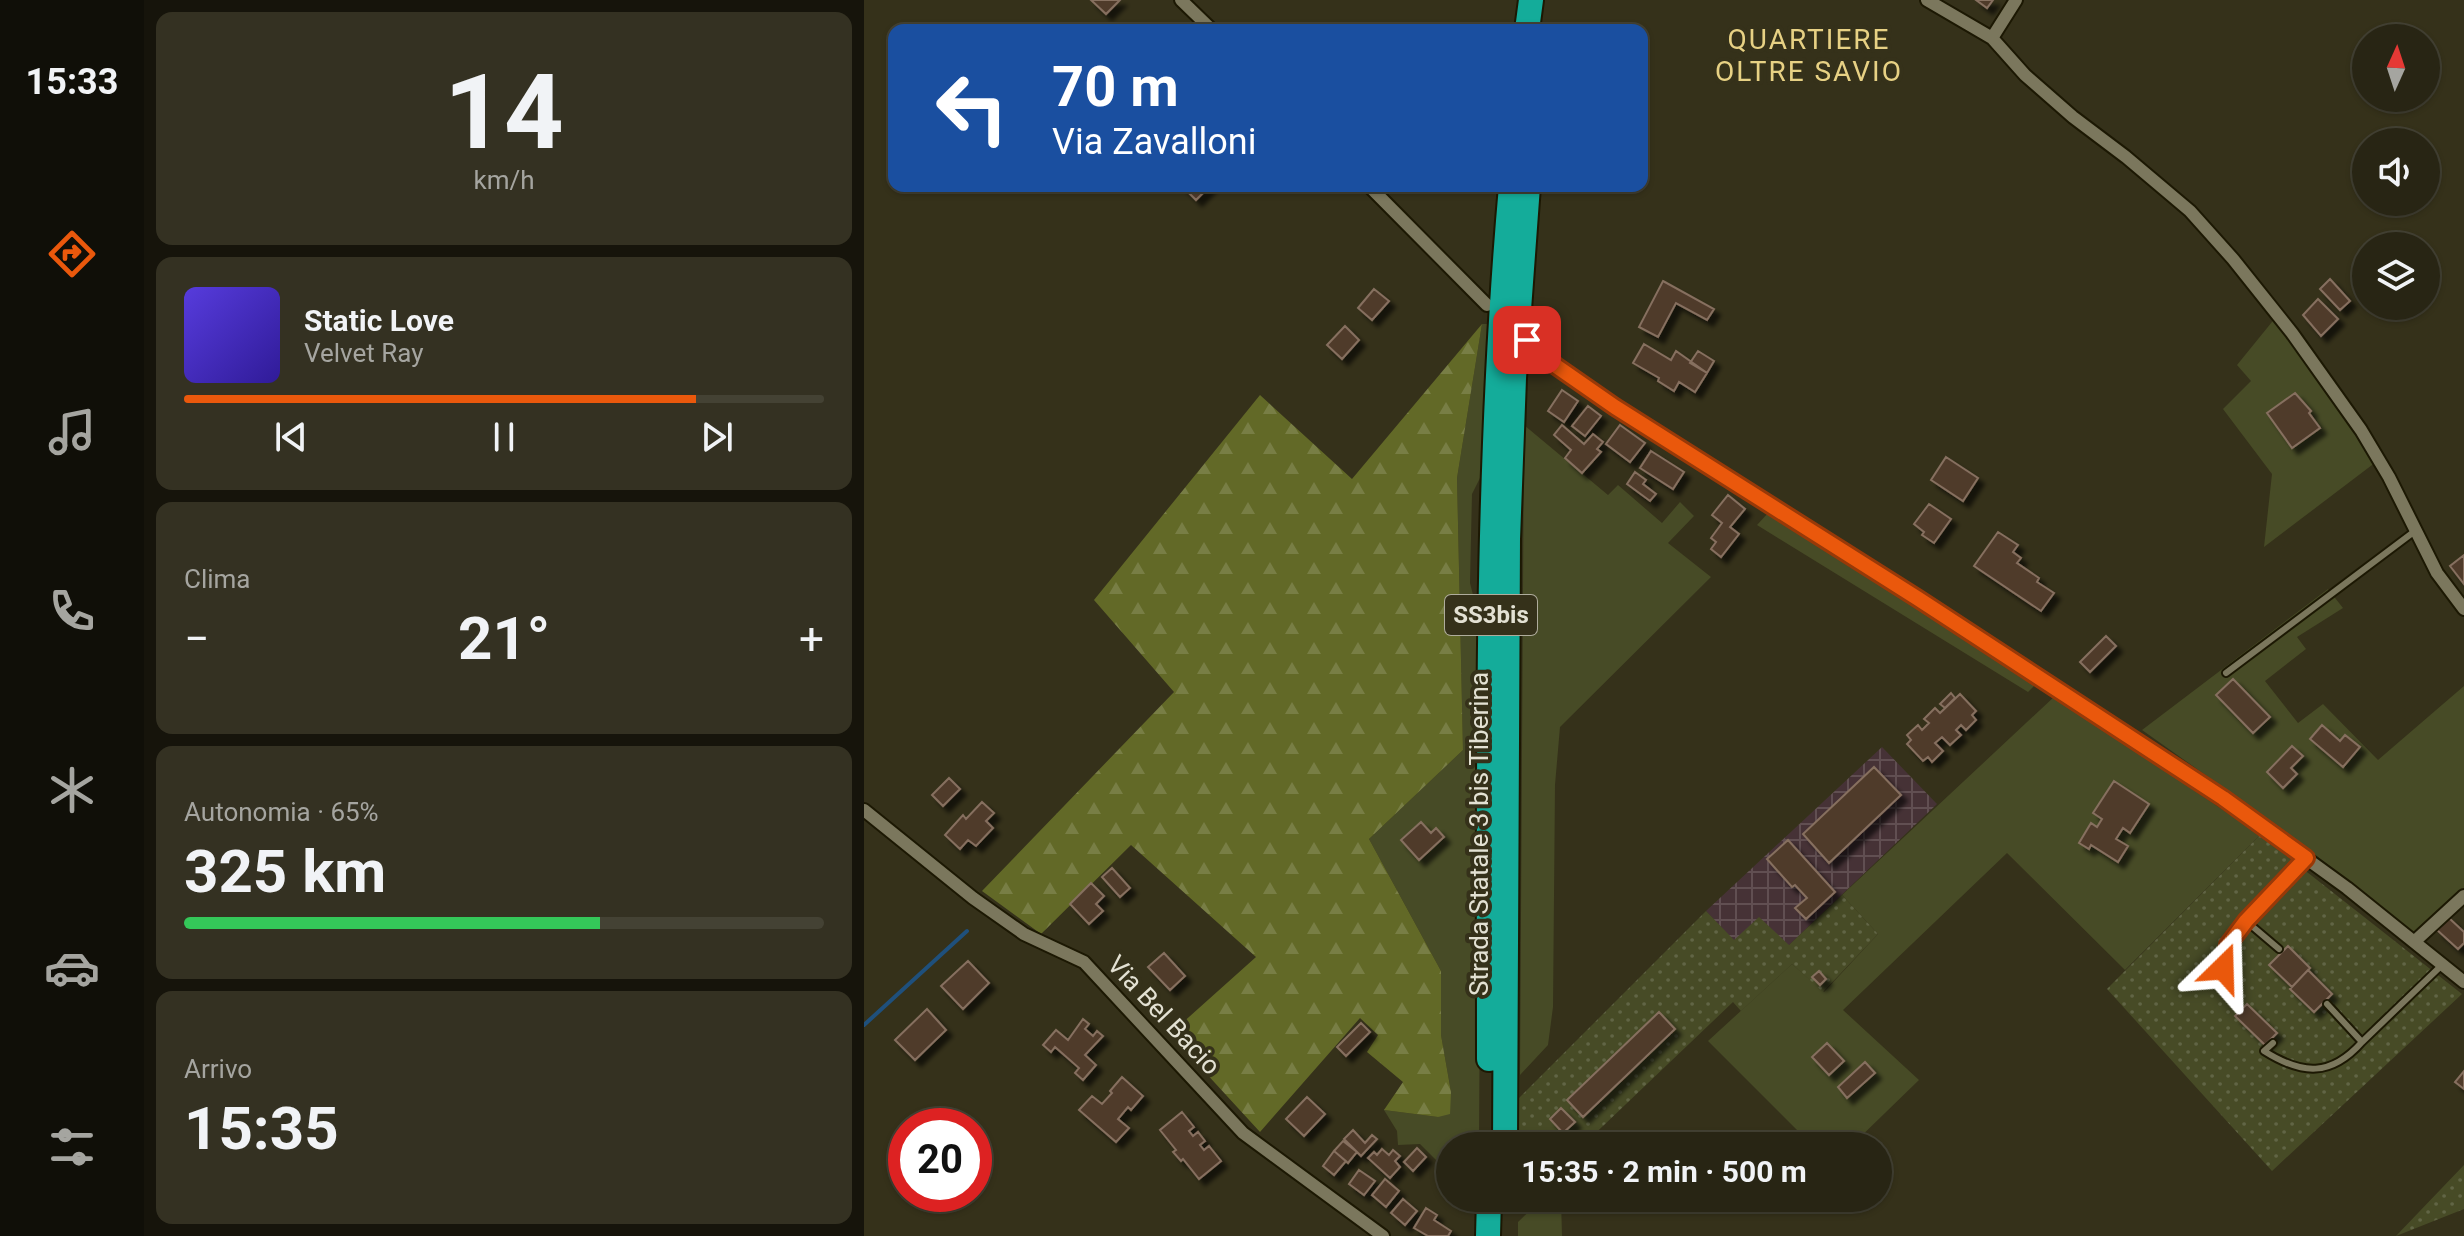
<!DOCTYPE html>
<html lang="it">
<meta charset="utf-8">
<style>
body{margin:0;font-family:Roboto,sans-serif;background:#343122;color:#f1f3f6;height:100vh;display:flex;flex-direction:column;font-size:30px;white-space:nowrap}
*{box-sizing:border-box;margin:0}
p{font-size:26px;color:#a5a5a0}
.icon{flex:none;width:44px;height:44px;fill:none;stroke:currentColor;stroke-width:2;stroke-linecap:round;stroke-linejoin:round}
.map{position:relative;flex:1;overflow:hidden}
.drawer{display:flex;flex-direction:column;gap:12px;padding:12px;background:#16140b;width:720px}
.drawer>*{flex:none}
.banner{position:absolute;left:24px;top:24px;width:760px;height:168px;border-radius:16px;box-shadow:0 2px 6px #0004,0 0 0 2px #444234;background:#1a4fa0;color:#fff;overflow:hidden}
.needle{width:52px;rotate:3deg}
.controls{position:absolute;left:1488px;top:24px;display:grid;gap:16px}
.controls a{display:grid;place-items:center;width:88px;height:88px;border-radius:50%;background:#282514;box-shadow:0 2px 6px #0004,0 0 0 2px #444234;font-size:40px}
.speed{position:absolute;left:24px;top:1108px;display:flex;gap:16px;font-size:40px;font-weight:700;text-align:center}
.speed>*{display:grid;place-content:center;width:104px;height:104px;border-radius:50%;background:#282514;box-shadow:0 2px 6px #0004,0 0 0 2px #444234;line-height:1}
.speed .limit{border:12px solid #d22;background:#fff;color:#111}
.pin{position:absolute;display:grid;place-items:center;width:68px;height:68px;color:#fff;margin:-34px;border-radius:16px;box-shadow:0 4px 12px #0006}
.me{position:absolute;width:88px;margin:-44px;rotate:22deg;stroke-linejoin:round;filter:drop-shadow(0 0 6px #0008)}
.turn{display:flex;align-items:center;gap:28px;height:168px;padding:0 32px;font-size:36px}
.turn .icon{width:104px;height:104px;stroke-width:2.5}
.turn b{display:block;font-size:56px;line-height:68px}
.big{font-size:60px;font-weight:700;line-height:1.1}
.drawer .card{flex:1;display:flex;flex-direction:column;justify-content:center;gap:12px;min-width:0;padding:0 28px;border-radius:16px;background:#343122}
.drawer .dial{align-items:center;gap:0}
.dial b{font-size:104px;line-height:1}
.song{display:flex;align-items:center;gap:24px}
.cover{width:96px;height:96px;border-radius:12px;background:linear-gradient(135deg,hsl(250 70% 55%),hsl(250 70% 35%))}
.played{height:8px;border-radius:4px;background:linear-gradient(90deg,#ea580c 80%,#444234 80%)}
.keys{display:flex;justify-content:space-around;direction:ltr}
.heat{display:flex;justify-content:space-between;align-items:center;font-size:44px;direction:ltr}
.charge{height:12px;border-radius:6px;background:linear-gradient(90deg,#34c759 65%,#444234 0)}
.trip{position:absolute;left:572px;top:1132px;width:456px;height:80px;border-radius:40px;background:#282514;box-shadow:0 2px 6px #0004,0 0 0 2px #444234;font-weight:700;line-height:80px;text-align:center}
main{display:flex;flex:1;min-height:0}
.dock{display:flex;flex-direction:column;width:144px;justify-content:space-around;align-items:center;background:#100f08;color:#a5a5a0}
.dock .icon{width:56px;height:56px}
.dock .active{color:#ea580c}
.dock b{font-size:36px;color:#f1f3f6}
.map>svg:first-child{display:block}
</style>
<main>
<nav class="dock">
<b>15:33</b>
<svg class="icon active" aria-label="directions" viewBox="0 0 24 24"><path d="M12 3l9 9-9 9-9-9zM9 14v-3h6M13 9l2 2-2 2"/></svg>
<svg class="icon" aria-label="music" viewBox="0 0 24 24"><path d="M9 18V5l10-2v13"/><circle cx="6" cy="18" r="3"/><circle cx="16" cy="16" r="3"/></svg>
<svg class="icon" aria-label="phone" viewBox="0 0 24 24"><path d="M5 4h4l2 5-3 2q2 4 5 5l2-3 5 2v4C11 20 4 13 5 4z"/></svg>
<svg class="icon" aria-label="climate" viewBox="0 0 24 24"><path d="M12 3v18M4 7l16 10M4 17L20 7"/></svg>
<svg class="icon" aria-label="car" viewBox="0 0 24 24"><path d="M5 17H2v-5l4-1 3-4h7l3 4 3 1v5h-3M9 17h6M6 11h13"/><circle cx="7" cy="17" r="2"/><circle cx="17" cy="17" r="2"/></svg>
<svg class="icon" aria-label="filters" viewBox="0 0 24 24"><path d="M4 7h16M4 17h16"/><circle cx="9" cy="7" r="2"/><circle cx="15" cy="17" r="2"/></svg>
</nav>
<section class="drawer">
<div class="card dial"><b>14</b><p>km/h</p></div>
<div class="card">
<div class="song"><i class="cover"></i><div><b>Static Love</b><p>Velvet Ray</p></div></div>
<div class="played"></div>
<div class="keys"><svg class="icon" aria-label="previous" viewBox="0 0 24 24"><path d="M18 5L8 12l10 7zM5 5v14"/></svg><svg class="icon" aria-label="pause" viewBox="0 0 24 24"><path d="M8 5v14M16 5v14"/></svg><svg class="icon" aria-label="next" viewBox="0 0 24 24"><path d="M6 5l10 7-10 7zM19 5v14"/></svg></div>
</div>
<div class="card"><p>Clima</p>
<div class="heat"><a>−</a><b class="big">21°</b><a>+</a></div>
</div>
<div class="card"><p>Autonomia · 65%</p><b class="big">325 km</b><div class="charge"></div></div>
<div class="card"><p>Arrivo</p><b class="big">15:35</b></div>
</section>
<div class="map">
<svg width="1600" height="1236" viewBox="0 0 1600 1236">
<defs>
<pattern id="industrial-grid" width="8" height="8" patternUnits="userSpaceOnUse" patternTransform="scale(2)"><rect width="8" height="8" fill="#463236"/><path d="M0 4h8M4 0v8" fill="none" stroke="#614f52"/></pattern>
<pattern id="forest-firs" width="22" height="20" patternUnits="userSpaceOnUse" patternTransform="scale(2)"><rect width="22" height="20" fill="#626927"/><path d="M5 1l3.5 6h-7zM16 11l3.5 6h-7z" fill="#787e45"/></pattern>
<pattern id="park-dots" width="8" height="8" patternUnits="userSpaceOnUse" patternTransform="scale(2)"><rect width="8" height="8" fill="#474b26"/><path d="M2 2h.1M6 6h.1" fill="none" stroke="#616545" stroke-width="1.8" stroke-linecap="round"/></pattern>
<filter id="shadow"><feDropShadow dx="6" dy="6" stdDeviation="2" flood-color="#0009"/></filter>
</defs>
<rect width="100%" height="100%" fill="#35311a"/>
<path fill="url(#industrial-grid)" d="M1018,747L1073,804L925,945L870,941L842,911Z"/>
<path fill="#474b26" d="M1412,317L1512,462L1400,547L1408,474L1359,409L1387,381L1373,365Z
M618,324H628L620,470L608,494L606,583L618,630L615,1146H586V1187L574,1162L556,1144L534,1145L533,1131L520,1110L574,1117L587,1092L577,1035V971L505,839L599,750L593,478Z
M660,425L744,495L754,485L798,523L816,502L830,516L804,543L847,577L696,727L691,785L689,1007L684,1045L656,1075Z
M905,512L1173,683L1164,692L893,525Z
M1464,589L1479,608L1433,637L1442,649L1401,681L1434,723L1459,704L1514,760L1600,686V889L1551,934L1426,835L1278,730Z
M1191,696L1396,835L1261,970L1143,853L979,1010L1055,1080L987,1146H949L844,1041L928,964L960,992L1014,934L978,895Z
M679,1198H697L698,1236H654V1222Z"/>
<path fill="url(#forest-firs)" d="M618,324L593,478L599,750L505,839L577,971V1035L587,1092L586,1114L574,1117L520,1110L539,1082L503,1052L514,1035L496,1018L396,1132L306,1034L392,957L267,845L177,934L118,891L310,692L230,600L396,395L488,479Z"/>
<path fill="url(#park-dots)" d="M1396,835L1598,994L1408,1171L1243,989Z
M978,895L1014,934L959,992L928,964L877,1011L869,1002L718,1146H654V1099L842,911L870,940L895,917L925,945Z
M1600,1165V1209L1532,1236Z"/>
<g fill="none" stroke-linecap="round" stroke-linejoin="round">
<path stroke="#1f507c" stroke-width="4" d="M0,1025L103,931"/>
</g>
<path fill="#503b2c" stroke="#866f5f" stroke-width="2" filter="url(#shadow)" d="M227,0H256L242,14Z
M1112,0H1129L1123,8Z
M318,186H346L332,200Z
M1466,279L1486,301L1476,310L1456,289Z
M799,281L850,309L843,320L812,303L794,337L775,327Z
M510,289L525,301L508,320L494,308Z
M1454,299L1474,319L1457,336L1439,315Z
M481,326L495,340L478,359L463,345Z
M780,344L807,360L812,351L843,373L831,392L815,382L810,391L794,381L795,378L769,363Z
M834,351L850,361L843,373L826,363Z
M698,390L714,401L700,422L684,411Z
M1431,393L1447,411L1445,413L1456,428L1428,448L1403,413Z
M724,406L737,416L721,436L708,426Z
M698,425L720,444L729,434L739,442L733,449L737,452L718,473L701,458L707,450L690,435Z
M756,425L781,443L766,462L742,444Z
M787,451L820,472L809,489L776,468Z
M1082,457L1114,478L1099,501L1067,480Z
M771,472L782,480L779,484L792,494L786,501L763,484Z
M864,495L881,509L866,527L875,534L857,557L847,549L852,542L847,538L858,523L848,515Z
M1065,504L1087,519L1070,543L1058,535L1060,532L1050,524Z
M1134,532L1154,545L1149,552L1157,558L1153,563L1175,578L1173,582L1190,593L1177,611L1110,566Z
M1600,555V584L1586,566Z
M1242,636L1252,646L1226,672L1216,662Z
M1369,679L1406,717L1389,733L1352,695Z
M1087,693L1091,698L1081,708L1076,704Z
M1096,694L1112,711L1108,715L1112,720L1102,730L1097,725L1092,730L1097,735L1086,745L1078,737L1071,743L1079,751L1068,762L1064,757L1059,761L1043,744L1047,740L1043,735L1054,725L1058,730L1065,723L1060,719L1071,708L1076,713Z
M1458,725L1476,741L1481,735L1496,747L1479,767L1446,739Z
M1428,746L1439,756L1427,768L1433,774L1419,788L1403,772Z
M1010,767L1037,795L965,863L939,834Z
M85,778L96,789L79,806L68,795Z
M1250,781L1285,804L1266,833L1259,828L1252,839L1264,846L1254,862L1227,845L1225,849L1215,843L1227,823L1233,827L1238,819L1229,813Z
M118,802L130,813L122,821L129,828L112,846L104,840L96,849L81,835L99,815L102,819Z
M557,822L567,833L572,828L580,837L555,860L537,840Z
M924,840L971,892L942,919L931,908L943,898L931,885L928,887L903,859Z
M248,868L266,888L256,897L238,877Z
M227,883L240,896L232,904L239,911L225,924L206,904Z
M1585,918L1600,932V943L1594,949L1573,930Z
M1424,946L1446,968L1428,987L1405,965Z
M300,953L321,976L306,990L284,967Z
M104,961L125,983L99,1009L77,986Z
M1444,970L1468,994L1450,1012L1426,989Z
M955,971L962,979L956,985L948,977Z
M1383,1004L1413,1033L1401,1045L1371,1016Z
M63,1009L82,1030L51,1060L31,1040Z
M795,1012L811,1029L719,1117L703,1100Z
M219,1019L225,1024L221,1029L229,1036L233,1031L239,1036L221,1055L232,1065L219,1080L211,1073L215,1068L191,1047L187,1052L179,1045L192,1030L204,1040Z
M497,1023L506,1032L482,1056L473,1047Z
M963,1043L980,1061L965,1075L948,1057Z
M1001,1062L1011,1073L983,1098L974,1087Z
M1600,1071V1089L1591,1082Z
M258,1077L279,1096L267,1110L264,1107L254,1119L265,1128L252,1142L215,1110L228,1096L238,1104L248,1093L246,1091Z
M443,1097L461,1114L440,1136L422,1119Z
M697,1108L711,1122L699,1133L686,1119Z
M318,1112L330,1127L325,1131L329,1136L334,1132L341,1141L336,1145L340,1150L345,1146L357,1161L335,1179L319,1159L317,1161L309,1152L312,1150L296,1130Z
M489,1130L501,1143L508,1135L513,1139L497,1156L480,1139Z
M479,1141L493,1152L484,1163L470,1151Z
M553,1148L562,1157L549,1171L540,1162Z
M518,1149L525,1155L529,1150L536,1156L531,1161L536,1167L526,1178L504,1158L510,1152L513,1155Z
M470,1151L482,1161L470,1175L459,1166Z
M495,1170L511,1181L500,1195L485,1184Z
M521,1179L535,1191L522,1207L508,1195Z
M539,1199L553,1211L541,1225L527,1213Z
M562,1208L573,1215L570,1220L587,1231L584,1236H564L550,1228Z"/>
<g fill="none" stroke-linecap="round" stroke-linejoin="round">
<defs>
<path id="lane" d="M1362,673L1551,531
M1415,949L1382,921L1442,858
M1463,1004L1498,1042L1578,965
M1373,1005C1348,974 1361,949 1382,921
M1409,1043L1400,1051C1438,1075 1467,1077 1498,1042"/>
<path id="street" d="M317,0L348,30
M1063,0L1128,38L1161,75L1209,117L1262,157L1326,211L1369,259L1428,333L1497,430L1525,477L1573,573L1600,609
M1128,38L1152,0
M505,186L623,305
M663,340L692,366L751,407L1053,598L1359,798L1483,888L1600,982
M0,810L109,898L160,934L220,962L379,1133L519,1236
M1550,942L1600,896"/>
<path id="highway" d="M663,30L667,0
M625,1059C625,768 621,476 647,186
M641,1146L644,539L650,378L664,186
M624,1236L625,1198"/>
</defs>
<use href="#lane" stroke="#1c1803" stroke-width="10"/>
<use href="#street" stroke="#1c1803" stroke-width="16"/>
<use href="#highway" stroke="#1c1803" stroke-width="28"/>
<use href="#lane" stroke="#7b775d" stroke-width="6"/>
<use href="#street" stroke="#7b775d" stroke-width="12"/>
<use href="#highway" stroke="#14ac9a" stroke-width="24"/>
</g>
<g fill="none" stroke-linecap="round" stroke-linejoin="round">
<defs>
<path id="route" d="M663,340L692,366L751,407L1053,598L1359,798L1442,858L1382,921L1364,945L1359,968"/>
</defs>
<use href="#route" stroke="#983908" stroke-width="20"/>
<use href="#route" stroke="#ea580c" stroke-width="14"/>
</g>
<g text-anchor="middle" stroke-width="8" stroke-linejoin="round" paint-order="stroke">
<rect fill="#35311a" stroke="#afac9c" stroke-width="2" x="581" y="595" width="92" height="40" rx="6"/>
<g font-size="24" font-weight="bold" fill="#e3e1d3">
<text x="627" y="623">SS3bis</text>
</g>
<g font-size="26" fill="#e3e1d3" stroke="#35311a">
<text transform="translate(615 834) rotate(-90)" y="9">Strada Statale 3 bis Tiberina</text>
<text transform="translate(300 1015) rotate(47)" y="9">Via Bel Bacio</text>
</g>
<g font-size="28" letter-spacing="2" fill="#e7d184" stroke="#35311a">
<text x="945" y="49">QUARTIERE<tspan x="945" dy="32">OLTRE SAVIO</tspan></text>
</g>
</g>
</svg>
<div class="controls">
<a><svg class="needle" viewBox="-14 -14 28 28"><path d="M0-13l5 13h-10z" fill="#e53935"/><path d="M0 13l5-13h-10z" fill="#a5a5a0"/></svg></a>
<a><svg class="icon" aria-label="sound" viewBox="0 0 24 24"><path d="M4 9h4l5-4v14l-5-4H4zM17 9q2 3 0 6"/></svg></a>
<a><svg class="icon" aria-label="layers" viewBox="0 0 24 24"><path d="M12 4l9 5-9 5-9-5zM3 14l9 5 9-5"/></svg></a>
</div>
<div class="speed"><div class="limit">20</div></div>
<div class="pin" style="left:663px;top:340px;background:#d93025"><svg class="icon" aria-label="arrive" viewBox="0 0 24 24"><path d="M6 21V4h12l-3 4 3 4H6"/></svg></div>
<svg class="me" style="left:1359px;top:968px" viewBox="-20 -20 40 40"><path d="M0-17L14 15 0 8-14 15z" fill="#ea580c" stroke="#fff" stroke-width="4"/></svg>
<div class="trip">15:35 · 2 min · 500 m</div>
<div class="banner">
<div class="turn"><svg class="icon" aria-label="left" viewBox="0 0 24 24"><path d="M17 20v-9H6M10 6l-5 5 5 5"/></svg><div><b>70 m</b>Via Zavalloni</div></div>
</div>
</div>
</main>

→ **WHAT YOU NEED TO DO**:
Work out how many lines in the records above hold the string "linear", then give only that count.

→ **SOLVED PROBLEM**:
3